Friedrichshain is one our coolest districts located in the East of the city. It’s home to punks, students, hippies and tour guides. Gentrified as it may be, it is a beautiful part of Berlin. Tree-lined cobble streets, world famous graffiti and a left wing community. And a couple of wonderful flea markets.
Boxhagener Flea market
I live just around the corner from this market so tend to go to every Sunday regardless of what else I have on. Boxhagener Platz itself is particularly cute, children playing in the little park, people sat at its’ grassy centre, sipping on a Sternberg (a very cheap bottle of beer and when I say cheap I mean less than a euro. For a large bottle.) and people-watching.

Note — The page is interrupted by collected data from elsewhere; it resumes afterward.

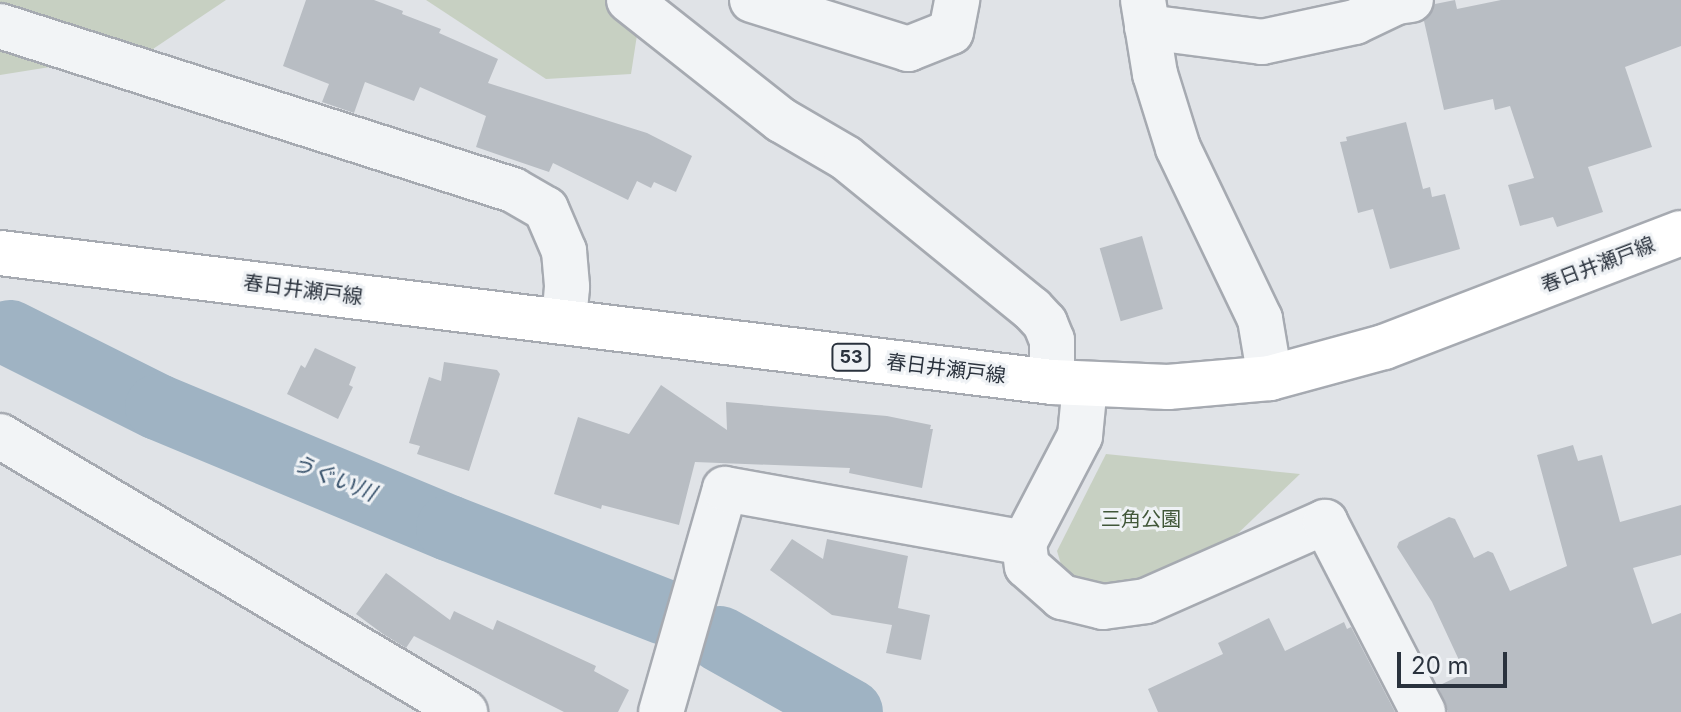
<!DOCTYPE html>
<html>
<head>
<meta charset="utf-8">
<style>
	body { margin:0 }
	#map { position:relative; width:1681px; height:712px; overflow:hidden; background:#e0e3e7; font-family:Inter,"Noto Sans JP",sans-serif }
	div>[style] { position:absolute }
	.green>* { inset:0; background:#c7d0c2 }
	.river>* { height:66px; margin:-33px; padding:0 33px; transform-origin:33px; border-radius:33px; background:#9fb3c3 }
	.building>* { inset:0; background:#b8bdc3; transform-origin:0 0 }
	.roads { filter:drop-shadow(2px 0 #a6aab1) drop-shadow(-2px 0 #a6aab1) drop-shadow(0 2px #a6aab1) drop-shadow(0 -2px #a6aab1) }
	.minor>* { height:44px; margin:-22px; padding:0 22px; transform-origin:22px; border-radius:22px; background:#f2f4f6 }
	.major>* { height:44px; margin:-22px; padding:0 22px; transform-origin:22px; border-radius:22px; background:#fff }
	span { translate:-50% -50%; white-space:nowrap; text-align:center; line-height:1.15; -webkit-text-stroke:6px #eff2f5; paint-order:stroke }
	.shield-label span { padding:2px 6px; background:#eff2f5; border:2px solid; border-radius:6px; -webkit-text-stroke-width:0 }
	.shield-label { font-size:18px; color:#2a323d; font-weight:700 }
	.street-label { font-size:20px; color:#2a323d }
	.park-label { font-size:20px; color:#415739 }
	.water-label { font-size:22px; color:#39536c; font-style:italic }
	.scale { position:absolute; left:1397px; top:652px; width:110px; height:36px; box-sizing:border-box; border:4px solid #2a323d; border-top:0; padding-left:10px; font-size:24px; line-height:28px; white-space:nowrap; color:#2a323d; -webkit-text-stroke:6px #eff2f5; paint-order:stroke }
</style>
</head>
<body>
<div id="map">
	<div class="green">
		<div style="clip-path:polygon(0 0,226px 0,150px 51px,0 75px)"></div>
		<div style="clip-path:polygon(426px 0,620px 0,639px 22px,631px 74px,546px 79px)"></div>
		<div style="clip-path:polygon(1106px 454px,1300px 474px,1231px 540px,1166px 574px,1099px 593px,1066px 581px,1057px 551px)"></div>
	</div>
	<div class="river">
		<div style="left:10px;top:333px;width:165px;rotate:26.6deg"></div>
		<div style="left:158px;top:407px;width:315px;rotate:22.6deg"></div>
		<div style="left:449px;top:528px;width:231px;rotate:21.3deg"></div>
		<div style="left:720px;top:639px;width:149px;rotate:29.3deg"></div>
	</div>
	<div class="building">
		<div style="clip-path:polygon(306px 0,374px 0,403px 11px,402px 14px,441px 29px,439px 33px,498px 59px,488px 83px,647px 133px,692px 156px,676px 192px,654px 182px,651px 188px,637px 181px,628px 200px,553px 163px,549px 172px,476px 147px,486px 116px,420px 87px,414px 101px,365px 82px,354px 113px,322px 102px,329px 84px,283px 66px)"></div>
		<div style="clip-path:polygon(1455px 0,1457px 9px,1501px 0,1681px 0,1681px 46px,1625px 67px,1652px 147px,1588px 167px,1603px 212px,1557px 227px,1553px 217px,1520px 226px,1508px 185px,1534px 178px,1510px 106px,1495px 110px,1493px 99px,1444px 110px,1424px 21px,1435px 4px)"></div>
		<div style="clip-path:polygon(1406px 122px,1423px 189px,1430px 187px,1432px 197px,1445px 194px,1460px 249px,1390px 269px,1373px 209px,1358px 213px,1340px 142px,1347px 141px,1346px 137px)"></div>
		<div style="left:1142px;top:236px;width:76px;height:44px;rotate:74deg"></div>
		<div style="clip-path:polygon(315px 348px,356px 367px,349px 385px,353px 387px,338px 419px,287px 394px,301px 365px,305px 368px)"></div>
		<div style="clip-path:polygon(444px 362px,497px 370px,500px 374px,469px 471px,417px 454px,420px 446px,409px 443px,429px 377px,441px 381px)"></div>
		<div style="clip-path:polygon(661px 385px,727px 430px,726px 402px,887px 416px,931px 425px,930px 429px,933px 429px,922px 488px,849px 473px,850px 468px,695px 462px,679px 525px,602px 505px,601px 509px,554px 494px,578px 417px,629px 434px)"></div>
		<div style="clip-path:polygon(1573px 445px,1578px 461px,1602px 455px,1620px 522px,1681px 505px,1681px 555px,1633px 568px,1652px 624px,1681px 613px,1681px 712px,1448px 712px,1438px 686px,1465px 673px,1432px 602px,1397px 547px,1399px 542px,1449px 517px,1455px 519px,1474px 558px,1488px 551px,1493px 553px,1510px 591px,1567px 566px,1537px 455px)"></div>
		<div style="clip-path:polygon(792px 539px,823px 559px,827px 539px,908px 556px,898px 608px,930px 615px,921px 660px,886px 653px,892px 625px,832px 615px,770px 570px)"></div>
		<div style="clip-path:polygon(386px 573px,450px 620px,454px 611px,493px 630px,497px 620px,596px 666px,594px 671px,629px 690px,618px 712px,564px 712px,414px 636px,406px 648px,383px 634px,356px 614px)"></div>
		<div style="clip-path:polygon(1269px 618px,1285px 651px,1344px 622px,1347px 629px,1351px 627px,1395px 712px,1158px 712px,1148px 689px,1223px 654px,1218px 643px)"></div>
	</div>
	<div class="roads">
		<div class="minor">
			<div style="left:629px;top:0;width:194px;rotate:38.3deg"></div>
			<div style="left:781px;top:120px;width:75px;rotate:30.3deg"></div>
			<div style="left:846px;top:158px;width:240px;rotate:39.1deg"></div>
			<div style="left:1032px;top:309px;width:19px;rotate:47deg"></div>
			<div style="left:1045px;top:323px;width:18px;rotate:68deg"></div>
			<div style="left:1052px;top:340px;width:42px;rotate:90deg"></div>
			<div style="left:752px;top:0;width:164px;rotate:17.4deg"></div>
			<div style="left:908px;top:49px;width:46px;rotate:-21.6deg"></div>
			<div style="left:951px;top:32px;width:33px;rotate:-79deg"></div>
			<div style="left:1143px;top:0;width:75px;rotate:80.8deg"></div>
			<div style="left:1155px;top:74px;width:77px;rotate:72.7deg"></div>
			<div style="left:1178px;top:148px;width:190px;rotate:64.4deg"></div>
			<div style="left:1260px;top:319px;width:60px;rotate:80.4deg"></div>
			<div style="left:0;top:26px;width:539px;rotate:17.73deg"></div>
			<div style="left:513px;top:190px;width:38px;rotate:30deg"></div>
			<div style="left:546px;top:209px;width:46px;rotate:66.8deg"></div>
			<div style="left:564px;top:251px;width:36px;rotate:85deg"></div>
			<div style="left:567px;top:287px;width:35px;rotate:95deg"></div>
			<div style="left:1147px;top:27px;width:116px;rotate:7.4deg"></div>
			<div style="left:1262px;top:42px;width:95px;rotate:-12.1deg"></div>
			<div style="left:1355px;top:22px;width:47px;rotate:-25.5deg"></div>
			<div style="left:1397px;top:2px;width:14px;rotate:-8deg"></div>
			<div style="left:0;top:436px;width:541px;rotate:30.69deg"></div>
			<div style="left:1024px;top:543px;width:23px;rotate:83deg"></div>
			<div style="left:1027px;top:566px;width:47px;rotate:41.5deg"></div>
			<div style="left:1062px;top:597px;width:42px;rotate:13.7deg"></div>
			<div style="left:1103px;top:607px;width:43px;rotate:-7.9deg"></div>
			<div style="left:1146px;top:601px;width:196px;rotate:-23.8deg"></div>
			<div style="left:1325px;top:522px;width:214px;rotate:62.7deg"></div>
			<div style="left:661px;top:712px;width:232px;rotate:-74deg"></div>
			<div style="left:725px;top:489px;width:304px;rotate:10.2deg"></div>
			<div style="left:1024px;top:543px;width:121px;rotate:-62.4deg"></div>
			<div style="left:1080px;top:436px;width:51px;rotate:-84.4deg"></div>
		</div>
		<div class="major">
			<div style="left:0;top:253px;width:1060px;rotate:6.99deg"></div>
			<div style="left:1052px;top:382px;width:116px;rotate:2.5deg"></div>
			<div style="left:1168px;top:387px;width:102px;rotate:-5deg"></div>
			<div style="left:1270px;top:378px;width:118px;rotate:-15.2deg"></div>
			<div style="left:1384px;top:347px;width:318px;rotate:-21deg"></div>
		</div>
	</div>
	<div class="shield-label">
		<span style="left:851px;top:357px">53</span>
	</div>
	<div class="street-label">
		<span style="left:1598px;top:265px;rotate:-21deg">春日井瀬戸線</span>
		<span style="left:303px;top:290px;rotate:7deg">春日井瀬戸線</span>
		<span style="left:946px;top:369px;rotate:7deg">春日井瀬戸線</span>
	</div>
	<div class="park-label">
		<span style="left:1141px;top:519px">三角公園</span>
	</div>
	<div class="water-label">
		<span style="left:334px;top:478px;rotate:22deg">うぐい川</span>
	</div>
	<div class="scale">20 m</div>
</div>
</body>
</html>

Most of the stalls here are more like miniature shops than flea-market stalls. Offering prices that cannot be haggled. Personally, I think this should be made illegal at flea markets. That’s half the fun. Pretending to walk away when the stall-person says a price that ‘offends’ you. Just to be pulled back in, like a fish on a line, once they say a price just a euro or two cheaper. Still there are enough independent sellers to find some bargains. The best are those who spend their week visiting the clear-out sales of apartments of the recently deceased. Many families don’t want to have to sort through all the stuff at their grandparents houses when they die, so they essentially sell all their belongings as a job lot. It may sound a bit heartless (because it is?), but it means a lot of people find amazing vintage pieces of furniture to love that they may never otherwise have been able to afford. Somehow I think that is pretty nice.
Raw Flea market
This is the scruffy hippie baby of all Berlins’ flea markets. Only in its third year, it is located in the infamous plot of land known as RAW-Gelände, one of Berlin’s most interesting urban spaces, and one that we actually visit on our Raw Bike Tour.
It is essentially a post-industrial stretch of derelict buildings along Revealer Strasse. Originally it was a train repair station, ‘Reichsbahn-Ausbesserungs-Werk’ (RAW for short) founded in 1867. Since 1999, it has been a graffiti soaked hub of activity. Being host to a climbing centre, an indoor skate-park, multiple bars and clubs and an outdoor cinema.
In the last year the area has been a hot topic for Berliners. It’s a microcosmic example of one of Berlins’ biggest issues, namely people wanting to capitalize on the city’s alternative sub-cultures. Property developers want to purchase the land to well, erm, develop property. I, like most of my fellow Friedrichshain-ers, am hoping for some sort of property-developer-reprieve. The future of the area remains to be seen.
Many of the stalls here are locals selling old clothes and house wares, which makes for some cheap finds. Make sure to check out the fifties furniture pod!